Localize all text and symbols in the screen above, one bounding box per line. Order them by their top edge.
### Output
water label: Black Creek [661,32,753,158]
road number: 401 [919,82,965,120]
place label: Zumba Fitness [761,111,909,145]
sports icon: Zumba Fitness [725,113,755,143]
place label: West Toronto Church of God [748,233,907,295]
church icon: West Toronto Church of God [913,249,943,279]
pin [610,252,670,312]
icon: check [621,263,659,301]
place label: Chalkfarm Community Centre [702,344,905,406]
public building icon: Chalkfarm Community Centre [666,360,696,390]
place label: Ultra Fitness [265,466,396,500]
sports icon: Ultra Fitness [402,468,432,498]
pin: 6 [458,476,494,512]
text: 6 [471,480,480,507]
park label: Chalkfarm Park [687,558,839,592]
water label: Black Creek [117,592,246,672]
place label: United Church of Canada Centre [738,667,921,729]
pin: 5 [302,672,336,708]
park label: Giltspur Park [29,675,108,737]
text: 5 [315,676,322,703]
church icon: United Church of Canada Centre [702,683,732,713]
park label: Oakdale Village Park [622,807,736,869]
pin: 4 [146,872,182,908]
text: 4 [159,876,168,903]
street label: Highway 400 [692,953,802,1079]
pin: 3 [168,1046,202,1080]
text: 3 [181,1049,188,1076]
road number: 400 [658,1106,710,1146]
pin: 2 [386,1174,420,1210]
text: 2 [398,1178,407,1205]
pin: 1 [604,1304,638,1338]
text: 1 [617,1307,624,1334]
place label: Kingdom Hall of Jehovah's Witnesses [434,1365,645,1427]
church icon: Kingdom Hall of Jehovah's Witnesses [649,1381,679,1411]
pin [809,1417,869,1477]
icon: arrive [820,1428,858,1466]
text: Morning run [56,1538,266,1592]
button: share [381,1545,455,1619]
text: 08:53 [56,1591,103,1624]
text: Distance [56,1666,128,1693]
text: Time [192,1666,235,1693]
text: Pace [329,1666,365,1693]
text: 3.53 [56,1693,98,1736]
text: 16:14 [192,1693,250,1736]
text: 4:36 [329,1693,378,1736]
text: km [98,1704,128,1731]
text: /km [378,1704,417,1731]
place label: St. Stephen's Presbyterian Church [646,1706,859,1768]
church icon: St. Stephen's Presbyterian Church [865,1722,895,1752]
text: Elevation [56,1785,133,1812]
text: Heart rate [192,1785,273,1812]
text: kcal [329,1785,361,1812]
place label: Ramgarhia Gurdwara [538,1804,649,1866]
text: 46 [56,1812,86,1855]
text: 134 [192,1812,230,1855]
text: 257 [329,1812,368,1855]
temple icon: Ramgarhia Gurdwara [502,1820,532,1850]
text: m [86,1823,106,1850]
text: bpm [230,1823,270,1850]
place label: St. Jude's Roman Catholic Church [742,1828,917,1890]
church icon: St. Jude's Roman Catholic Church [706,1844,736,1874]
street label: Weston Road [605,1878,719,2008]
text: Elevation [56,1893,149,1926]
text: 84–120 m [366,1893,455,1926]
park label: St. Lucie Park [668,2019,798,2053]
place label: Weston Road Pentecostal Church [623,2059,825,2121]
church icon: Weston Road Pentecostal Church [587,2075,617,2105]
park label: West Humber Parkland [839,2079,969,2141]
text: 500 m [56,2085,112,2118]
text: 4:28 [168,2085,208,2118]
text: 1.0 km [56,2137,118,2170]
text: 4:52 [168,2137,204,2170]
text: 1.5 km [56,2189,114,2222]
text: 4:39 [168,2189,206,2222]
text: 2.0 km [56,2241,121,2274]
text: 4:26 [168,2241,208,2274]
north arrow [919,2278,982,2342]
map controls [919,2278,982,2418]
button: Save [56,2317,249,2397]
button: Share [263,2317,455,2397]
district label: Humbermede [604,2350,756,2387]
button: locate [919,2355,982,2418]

--

§ **Problem description**:
Your answer is a single number: the count of lines in the records holding the string "United".

§ **Answer for this exercise**:
2